Jamie MacKenzie

Personal information
- Full name: Jamie MacKenzie
- Date of birth: 8 May 1986 (age 39)
- Place of birth: Kirkcaldy, Scotland
- Position(s): Centre-back

Youth career
- 2004–2005: Hibernian

Senior career*
- Years: Team / Apps / (Gls)
- 2005–2006: Montrose / 16 / (0)
- 2006–2008: Sligo Rovers / 32 / (0)
- 2008–2009: Aris Limassol / 15 / (1)
- 2010: Galway United / 34 / (0)
- 2011: Chalkanoras / 0 / (0)
- 2011–2020: Linlithgow Rose

= Jamie McKenzie (footballer, born 1986) =

Scottish footballer

Jamie MacKenzie (born 8 May 1986) is a Scottish footballer.

==Career==

MacKenzie started his career with Scottish Premier League side Hibernian, but was released in 2005. He then played in the Scottish Football League for Montrose for a season before signing for Sligo Rovers in 2006. He was briefly appointed club captain following the departure of the previous captain Michael McNamara, who left Sligo to join the Sligo Gaelic Football team.
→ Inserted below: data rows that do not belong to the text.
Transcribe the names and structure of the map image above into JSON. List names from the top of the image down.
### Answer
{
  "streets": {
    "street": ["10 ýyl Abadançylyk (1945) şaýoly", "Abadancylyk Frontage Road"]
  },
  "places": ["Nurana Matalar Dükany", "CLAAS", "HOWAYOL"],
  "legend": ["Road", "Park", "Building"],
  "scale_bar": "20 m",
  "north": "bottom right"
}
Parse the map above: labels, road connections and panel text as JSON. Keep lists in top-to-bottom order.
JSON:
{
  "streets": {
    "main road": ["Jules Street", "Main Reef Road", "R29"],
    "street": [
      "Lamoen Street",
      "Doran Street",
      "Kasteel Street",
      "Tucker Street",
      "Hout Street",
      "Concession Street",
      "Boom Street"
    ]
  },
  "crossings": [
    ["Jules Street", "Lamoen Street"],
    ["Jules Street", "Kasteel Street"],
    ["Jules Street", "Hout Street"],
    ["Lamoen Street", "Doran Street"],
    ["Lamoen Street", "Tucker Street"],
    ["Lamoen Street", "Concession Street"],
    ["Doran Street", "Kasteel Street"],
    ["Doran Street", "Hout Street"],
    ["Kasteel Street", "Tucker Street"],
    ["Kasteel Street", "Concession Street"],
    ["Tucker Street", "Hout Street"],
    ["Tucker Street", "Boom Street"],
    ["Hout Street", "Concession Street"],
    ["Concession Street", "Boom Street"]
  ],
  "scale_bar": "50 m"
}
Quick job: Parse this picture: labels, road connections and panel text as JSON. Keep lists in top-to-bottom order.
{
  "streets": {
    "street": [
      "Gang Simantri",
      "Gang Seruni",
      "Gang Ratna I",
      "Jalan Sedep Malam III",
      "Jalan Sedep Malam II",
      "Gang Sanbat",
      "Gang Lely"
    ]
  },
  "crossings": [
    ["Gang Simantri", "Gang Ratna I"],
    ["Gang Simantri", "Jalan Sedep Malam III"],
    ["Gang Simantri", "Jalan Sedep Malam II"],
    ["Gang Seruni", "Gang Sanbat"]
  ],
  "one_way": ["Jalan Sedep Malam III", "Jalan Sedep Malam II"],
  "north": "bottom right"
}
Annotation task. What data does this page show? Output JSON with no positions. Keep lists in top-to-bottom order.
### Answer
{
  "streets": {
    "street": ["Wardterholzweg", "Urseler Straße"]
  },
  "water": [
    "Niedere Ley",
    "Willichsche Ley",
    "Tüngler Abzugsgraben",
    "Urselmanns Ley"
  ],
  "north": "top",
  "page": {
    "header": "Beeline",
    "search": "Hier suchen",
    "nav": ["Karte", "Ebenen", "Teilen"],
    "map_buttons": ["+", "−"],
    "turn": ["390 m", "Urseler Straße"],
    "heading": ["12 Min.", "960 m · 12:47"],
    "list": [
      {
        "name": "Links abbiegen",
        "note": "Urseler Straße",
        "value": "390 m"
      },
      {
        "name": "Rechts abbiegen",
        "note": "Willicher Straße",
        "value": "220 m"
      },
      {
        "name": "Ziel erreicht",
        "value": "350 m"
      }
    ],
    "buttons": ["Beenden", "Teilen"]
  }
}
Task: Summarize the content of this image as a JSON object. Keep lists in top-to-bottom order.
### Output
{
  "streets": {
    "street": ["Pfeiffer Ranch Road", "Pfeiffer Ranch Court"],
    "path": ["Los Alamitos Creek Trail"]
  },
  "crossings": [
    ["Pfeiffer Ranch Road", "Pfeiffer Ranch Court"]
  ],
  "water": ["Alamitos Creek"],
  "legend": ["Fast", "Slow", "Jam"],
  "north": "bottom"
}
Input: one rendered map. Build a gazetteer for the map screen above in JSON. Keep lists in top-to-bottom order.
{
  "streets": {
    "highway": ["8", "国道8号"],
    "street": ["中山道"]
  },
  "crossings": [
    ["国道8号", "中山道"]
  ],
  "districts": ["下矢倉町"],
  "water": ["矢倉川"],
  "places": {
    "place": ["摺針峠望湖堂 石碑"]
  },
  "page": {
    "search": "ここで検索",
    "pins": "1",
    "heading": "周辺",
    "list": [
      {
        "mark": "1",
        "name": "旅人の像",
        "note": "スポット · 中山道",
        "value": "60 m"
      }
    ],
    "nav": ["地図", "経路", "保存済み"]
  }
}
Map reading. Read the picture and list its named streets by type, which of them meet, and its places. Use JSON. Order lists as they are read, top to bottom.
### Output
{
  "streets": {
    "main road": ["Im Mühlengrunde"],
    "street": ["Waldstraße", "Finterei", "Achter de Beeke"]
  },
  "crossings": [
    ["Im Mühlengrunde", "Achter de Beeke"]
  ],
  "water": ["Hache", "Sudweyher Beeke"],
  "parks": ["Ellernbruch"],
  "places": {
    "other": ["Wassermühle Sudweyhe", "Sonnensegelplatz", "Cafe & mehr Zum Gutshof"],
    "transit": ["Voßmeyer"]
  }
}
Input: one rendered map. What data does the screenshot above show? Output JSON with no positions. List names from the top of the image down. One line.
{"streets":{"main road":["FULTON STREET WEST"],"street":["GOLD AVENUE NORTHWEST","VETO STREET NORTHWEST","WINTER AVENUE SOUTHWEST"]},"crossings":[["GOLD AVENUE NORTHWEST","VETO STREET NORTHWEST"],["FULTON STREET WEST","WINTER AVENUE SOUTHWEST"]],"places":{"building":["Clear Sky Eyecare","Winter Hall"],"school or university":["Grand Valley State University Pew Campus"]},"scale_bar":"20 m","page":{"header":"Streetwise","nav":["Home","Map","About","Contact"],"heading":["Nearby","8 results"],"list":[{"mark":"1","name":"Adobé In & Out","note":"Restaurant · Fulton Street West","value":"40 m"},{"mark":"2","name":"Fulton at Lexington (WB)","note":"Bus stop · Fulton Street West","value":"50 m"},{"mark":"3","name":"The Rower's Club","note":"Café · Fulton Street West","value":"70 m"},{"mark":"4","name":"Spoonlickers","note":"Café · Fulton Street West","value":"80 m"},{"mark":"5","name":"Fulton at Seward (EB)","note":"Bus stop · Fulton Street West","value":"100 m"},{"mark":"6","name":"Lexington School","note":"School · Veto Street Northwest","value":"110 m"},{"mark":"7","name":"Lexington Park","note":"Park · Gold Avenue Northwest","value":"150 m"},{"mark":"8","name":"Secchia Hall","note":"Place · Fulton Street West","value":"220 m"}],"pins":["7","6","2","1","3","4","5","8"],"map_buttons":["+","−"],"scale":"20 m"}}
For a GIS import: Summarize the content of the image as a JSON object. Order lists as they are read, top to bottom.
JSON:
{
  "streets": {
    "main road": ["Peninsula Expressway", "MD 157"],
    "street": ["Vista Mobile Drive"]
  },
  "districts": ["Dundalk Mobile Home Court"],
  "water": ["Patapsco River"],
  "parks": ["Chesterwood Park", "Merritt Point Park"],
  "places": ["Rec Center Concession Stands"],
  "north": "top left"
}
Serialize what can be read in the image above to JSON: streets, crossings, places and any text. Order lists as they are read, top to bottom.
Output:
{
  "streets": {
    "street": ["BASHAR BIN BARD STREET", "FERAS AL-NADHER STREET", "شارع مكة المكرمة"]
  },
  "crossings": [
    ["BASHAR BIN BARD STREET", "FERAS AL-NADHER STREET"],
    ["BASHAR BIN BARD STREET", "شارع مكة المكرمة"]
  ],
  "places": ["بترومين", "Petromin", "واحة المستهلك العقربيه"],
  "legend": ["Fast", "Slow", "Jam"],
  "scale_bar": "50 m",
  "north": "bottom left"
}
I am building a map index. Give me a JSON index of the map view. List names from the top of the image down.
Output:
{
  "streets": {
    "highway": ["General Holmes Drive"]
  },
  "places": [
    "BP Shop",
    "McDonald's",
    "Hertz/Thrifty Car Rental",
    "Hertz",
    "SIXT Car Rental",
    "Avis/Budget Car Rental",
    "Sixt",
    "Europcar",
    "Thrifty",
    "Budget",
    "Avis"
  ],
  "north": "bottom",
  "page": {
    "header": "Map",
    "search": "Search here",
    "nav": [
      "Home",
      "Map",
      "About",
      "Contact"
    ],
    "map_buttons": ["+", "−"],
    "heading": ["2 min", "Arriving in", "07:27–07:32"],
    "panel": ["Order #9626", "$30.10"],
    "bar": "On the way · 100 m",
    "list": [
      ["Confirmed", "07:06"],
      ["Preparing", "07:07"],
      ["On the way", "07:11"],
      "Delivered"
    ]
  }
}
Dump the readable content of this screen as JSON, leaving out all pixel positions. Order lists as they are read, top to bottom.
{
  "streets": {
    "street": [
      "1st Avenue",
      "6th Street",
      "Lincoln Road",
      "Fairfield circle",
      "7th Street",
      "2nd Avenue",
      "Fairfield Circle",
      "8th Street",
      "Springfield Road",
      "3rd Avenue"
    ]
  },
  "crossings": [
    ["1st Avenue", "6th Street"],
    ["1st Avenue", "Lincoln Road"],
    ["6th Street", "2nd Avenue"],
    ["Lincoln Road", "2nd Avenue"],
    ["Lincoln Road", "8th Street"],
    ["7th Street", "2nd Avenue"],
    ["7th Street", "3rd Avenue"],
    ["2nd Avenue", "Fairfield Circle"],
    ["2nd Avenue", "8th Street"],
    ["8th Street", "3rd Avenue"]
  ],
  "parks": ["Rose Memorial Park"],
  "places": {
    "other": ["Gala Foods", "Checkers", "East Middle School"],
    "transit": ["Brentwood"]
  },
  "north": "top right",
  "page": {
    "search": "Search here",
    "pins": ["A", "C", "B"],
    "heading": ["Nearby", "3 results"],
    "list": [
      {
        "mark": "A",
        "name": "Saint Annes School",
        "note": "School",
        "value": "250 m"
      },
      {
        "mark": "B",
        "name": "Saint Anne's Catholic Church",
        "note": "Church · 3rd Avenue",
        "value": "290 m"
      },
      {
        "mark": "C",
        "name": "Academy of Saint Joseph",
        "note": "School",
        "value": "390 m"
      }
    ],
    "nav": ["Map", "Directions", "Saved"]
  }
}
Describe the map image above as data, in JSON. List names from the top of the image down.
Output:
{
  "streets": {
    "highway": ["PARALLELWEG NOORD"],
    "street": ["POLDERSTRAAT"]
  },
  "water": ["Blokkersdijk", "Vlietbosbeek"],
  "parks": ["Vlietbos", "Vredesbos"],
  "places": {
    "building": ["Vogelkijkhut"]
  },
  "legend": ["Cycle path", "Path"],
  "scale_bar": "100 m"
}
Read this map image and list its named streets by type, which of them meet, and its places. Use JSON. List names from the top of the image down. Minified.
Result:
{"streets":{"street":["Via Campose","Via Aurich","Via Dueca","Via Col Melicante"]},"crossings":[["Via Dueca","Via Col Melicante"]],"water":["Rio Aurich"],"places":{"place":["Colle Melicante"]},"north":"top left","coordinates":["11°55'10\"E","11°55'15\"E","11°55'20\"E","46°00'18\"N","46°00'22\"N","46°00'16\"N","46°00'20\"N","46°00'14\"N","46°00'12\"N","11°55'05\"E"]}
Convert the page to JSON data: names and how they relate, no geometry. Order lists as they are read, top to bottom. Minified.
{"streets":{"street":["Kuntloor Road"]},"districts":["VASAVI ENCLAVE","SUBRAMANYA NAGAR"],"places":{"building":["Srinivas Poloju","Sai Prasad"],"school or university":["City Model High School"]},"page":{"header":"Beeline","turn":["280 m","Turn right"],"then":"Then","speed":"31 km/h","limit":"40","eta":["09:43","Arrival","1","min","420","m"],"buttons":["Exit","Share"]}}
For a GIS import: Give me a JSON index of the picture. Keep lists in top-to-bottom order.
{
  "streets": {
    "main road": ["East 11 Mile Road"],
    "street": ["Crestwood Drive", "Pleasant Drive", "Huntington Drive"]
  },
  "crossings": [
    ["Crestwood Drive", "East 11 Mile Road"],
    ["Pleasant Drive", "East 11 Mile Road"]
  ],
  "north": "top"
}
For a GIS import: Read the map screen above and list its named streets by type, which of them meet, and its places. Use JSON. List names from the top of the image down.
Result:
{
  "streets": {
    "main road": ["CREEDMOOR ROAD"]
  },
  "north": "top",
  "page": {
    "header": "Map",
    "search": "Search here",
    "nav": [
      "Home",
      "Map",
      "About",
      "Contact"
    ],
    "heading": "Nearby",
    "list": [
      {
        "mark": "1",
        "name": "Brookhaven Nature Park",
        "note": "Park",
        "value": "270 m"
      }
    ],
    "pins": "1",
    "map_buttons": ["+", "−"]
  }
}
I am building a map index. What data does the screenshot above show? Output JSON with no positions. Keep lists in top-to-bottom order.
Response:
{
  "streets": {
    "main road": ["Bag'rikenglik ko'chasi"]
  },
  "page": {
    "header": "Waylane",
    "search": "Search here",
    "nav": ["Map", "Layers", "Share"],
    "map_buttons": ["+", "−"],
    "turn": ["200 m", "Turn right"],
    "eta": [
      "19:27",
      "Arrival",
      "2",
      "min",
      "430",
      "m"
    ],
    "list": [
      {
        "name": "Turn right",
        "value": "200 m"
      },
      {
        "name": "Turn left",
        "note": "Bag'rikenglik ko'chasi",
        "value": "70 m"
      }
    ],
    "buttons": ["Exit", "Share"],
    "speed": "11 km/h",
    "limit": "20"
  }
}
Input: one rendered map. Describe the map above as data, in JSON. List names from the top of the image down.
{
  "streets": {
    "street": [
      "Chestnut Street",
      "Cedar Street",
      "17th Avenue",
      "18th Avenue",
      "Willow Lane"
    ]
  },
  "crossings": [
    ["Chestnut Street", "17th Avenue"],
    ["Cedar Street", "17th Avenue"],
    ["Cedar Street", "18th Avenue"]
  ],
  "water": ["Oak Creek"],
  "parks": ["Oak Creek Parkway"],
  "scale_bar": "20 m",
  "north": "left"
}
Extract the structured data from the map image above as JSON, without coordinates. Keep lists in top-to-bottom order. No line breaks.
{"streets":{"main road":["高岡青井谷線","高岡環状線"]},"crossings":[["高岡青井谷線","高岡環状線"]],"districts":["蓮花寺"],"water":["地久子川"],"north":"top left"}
MacKenzie scored Sligo's opening goal of the 2008 season, but after 13 league appearances he moved to Aris Limassol during the mid-season summer transfer window.

On 17 February 2010 it was announced that he had completed a switch to Galway United. making his return to the League of Ireland.

After a second spell playing in Cyprus, McKenzie returned to Scotland and signed for Junior side Linlithgow Rose in November 2011.

McKenzie was called up to the Scotland Junior international squad in October 2012 for their fixture against the Republic of Ireland.